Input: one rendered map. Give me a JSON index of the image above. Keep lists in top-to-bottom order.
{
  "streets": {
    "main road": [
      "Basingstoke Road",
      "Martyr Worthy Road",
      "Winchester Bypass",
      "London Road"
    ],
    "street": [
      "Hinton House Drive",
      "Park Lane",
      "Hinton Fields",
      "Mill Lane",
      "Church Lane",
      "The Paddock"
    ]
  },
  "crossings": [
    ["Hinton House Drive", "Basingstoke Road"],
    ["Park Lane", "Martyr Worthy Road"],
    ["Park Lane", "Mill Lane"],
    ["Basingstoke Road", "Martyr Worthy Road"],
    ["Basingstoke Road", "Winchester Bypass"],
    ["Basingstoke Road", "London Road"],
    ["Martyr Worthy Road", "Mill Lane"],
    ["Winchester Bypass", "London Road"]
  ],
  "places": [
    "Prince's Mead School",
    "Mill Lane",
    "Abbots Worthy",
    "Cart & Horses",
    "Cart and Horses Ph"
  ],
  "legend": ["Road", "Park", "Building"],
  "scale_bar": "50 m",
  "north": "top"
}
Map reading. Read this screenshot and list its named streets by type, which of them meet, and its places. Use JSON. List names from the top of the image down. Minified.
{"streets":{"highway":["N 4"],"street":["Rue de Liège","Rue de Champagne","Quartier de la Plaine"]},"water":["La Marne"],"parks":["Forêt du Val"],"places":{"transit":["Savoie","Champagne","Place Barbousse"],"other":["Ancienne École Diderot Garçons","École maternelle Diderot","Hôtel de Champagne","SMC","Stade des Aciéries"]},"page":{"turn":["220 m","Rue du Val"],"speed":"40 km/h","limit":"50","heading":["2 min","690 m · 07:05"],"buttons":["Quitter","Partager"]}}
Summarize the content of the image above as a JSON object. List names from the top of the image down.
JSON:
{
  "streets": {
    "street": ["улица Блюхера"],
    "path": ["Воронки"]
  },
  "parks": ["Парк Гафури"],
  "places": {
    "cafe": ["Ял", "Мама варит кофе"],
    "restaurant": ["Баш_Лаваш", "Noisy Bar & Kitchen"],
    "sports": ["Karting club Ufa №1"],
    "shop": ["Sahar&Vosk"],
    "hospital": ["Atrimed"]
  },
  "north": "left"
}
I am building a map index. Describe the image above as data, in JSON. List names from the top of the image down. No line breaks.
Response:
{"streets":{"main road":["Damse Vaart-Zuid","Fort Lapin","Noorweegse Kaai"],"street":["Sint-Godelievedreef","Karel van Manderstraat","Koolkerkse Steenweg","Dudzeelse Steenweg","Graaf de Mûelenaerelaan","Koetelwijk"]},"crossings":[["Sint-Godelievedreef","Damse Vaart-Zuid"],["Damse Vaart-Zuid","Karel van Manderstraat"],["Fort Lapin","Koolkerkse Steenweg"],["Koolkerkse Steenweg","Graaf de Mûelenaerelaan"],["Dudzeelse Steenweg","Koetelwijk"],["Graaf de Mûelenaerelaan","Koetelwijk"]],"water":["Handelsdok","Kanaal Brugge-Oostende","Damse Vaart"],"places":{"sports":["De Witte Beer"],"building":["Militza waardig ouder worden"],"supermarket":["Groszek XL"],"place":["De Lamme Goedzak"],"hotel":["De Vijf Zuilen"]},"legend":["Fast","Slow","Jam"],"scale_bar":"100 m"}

What is needed:
The response must consist of the lines above, from the first one through the line containing "Summarize the content", reproduced exactly.

Reply:
Input: one rendered map. Give me a JSON index of the image above. Keep lists in top-to-bottom order.
{
  "streets": {
    "main road": [
      "Basingstoke Road",
      "Martyr Worthy Road",
      "Winchester Bypass",
      "London Road"
    ],
    "street": [
      "Hinton House Drive",
      "Park Lane",
      "Hinton Fields",
      "Mill Lane",
      "Church Lane",
      "The Paddock"
    ]
  },
  "crossings": [
    ["Hinton House Drive", "Basingstoke Road"],
    ["Park Lane", "Martyr Worthy Road"],
    ["Park Lane", "Mill Lane"],
    ["Basingstoke Road", "Martyr Worthy Road"],
    ["Basingstoke Road", "Winchester Bypass"],
    ["Basingstoke Road", "London Road"],
    ["Martyr Worthy Road", "Mill Lane"],
    ["Winchester Bypass", "London Road"]
  ],
  "places": [
    "Prince's Mead School",
    "Mill Lane",
    "Abbots Worthy",
    "Cart & Horses",
    "Cart and Horses Ph"
  ],
  "legend": ["Road", "Park", "Building"],
  "scale_bar": "50 m",
  "north": "top"
}
Map reading. Read this screenshot and list its named streets by type, which of them meet, and its places. Use JSON. List names from the top of the image down. Minified.
{"streets":{"highway":["N 4"],"street":["Rue de Liège","Rue de Champagne","Quartier de la Plaine"]},"water":["La Marne"],"parks":["Forêt du Val"],"places":{"transit":["Savoie","Champagne","Place Barbousse"],"other":["Ancienne École Diderot Garçons","École maternelle Diderot","Hôtel de Champagne","SMC","Stade des Aciéries"]},"page":{"turn":["220 m","Rue du Val"],"speed":"40 km/h","limit":"50","heading":["2 min","690 m · 07:05"],"buttons":["Quitter","Partager"]}}
Summarize the content of the image above as a JSON object. List names from the top of the image down.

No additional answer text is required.